Mentiva quel satanasso, anche quando mi ha detto che tutto nasceva «da un’idea di Stefano Accorsi». Io però non lo sapevo e così non ho saputo resistergli. Dieci episodi più tardi mi sono resa conto di aver commesso un errore. Io credevo che 1992 avrebbe saputo raccontare il nostro Paese, le sue fobie, le sue speranze ma non è successo. Mi illudevo quando pensavo che mettere in scena la fine della prima Repubblica fosse un modo per spiegare l’inizio della terza.
Mi sbagliavo eppure non chiedo molto: vorrei solo che qualcuno riuscisse a scrivere una serie in cui ci si possa riconoscere. Una storia che abbia dei protagonisti credibili e sfaccettati. Mi piacerebbe che quei personaggi si esprimessero con linguaggi credibili e vivessero in una realtà lontana da qualsiasi stereotipo pubblicitario. Vorrei appassionarmi a una show che racconti qualcosa del nostro Paese, senza rinchiudersi in trame piatte e scontate. In sostanza penso che sarebbe importante riuscire a produrre fiction in cui nessuno senta il bisogno di impartire una lezione o una morale. Non c’è nessun compito pedagogico da assolvere. È necessario invece che la televisione italiana abbia il coraggio di mettere in scena storie capaci di mettere alla prova l’attenzione e il senso critico del pubblico. Bisogna scommettere sull’intelligenza dello spettatore, senza prenderlo per mano per guidarlo lungo tutto l’intreccio.

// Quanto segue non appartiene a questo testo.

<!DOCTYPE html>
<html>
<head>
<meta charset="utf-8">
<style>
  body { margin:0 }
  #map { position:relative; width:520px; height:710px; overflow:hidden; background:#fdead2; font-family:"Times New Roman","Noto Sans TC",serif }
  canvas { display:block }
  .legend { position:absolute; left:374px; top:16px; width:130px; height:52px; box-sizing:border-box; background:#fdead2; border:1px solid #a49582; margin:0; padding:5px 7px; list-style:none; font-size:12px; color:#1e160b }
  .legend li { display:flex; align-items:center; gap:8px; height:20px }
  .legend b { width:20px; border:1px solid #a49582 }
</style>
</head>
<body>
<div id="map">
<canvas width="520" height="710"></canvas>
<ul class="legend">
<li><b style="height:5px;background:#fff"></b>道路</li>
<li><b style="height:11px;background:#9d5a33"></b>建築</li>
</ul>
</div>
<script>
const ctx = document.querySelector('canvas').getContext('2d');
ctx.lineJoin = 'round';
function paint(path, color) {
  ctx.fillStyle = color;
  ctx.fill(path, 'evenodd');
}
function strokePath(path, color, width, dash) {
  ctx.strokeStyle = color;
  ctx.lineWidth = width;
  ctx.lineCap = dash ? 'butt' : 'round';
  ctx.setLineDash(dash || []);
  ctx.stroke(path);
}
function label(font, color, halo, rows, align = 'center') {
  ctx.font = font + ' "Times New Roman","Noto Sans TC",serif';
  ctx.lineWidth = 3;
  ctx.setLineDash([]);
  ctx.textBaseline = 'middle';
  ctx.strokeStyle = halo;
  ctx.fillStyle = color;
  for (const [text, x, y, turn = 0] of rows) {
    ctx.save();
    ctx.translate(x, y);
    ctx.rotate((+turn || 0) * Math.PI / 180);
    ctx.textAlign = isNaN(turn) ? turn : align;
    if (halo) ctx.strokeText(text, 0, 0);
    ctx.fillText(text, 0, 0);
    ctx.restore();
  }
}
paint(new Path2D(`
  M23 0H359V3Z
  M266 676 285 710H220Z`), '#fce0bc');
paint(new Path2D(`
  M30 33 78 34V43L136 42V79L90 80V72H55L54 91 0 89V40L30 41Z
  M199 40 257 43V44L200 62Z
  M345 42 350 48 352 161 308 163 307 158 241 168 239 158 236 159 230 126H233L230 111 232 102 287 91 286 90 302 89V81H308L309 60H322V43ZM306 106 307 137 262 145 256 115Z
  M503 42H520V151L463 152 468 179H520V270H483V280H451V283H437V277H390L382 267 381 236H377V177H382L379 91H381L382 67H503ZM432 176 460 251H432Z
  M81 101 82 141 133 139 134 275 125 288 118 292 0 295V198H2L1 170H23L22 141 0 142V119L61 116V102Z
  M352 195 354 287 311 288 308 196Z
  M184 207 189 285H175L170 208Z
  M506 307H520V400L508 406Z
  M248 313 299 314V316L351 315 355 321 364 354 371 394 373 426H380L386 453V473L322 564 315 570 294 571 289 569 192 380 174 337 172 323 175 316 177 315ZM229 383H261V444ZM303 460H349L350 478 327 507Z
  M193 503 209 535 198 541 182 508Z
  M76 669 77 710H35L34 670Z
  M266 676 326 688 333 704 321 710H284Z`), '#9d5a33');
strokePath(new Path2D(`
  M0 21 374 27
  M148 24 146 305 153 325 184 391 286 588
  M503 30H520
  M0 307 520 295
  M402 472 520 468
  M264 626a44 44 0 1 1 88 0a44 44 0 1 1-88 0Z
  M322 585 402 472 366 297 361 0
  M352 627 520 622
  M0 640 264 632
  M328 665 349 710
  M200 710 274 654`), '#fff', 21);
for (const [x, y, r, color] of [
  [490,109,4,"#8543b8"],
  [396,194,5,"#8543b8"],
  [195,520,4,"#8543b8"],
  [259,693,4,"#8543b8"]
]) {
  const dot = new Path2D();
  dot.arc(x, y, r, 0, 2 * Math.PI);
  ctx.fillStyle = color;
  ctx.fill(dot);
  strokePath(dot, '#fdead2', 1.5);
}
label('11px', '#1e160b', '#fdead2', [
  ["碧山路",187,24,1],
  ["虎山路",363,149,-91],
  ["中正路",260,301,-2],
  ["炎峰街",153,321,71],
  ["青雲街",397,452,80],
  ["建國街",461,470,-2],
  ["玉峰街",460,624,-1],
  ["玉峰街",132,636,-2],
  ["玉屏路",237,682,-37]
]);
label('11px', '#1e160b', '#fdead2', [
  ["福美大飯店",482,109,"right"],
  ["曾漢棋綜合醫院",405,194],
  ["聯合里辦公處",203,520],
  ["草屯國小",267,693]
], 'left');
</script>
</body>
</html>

Serve un cambio di rotta. Non tutto è perduto. Per noi telespettatori c’è qualche speranza. Possibilità numero uno: troviamo il telecomando e spegniamo la tv senza aspettare che Don Matteo scopra il colpevole. Possibilità numero due: attendiamo fiduciosi il prossimo ottobre, quando Netflix sbarcherà finalmente in Italia. A quel punto la piattaforma di streaming on demand potrebbe iniziare a produrre nuove serie inducendo anche Rai, Mediaset e Sky a realizzare fiction migliori per vincere la concorrenza. Dopo anni di penitenza, forse, è arrivato il momento per la nostra ricompensa?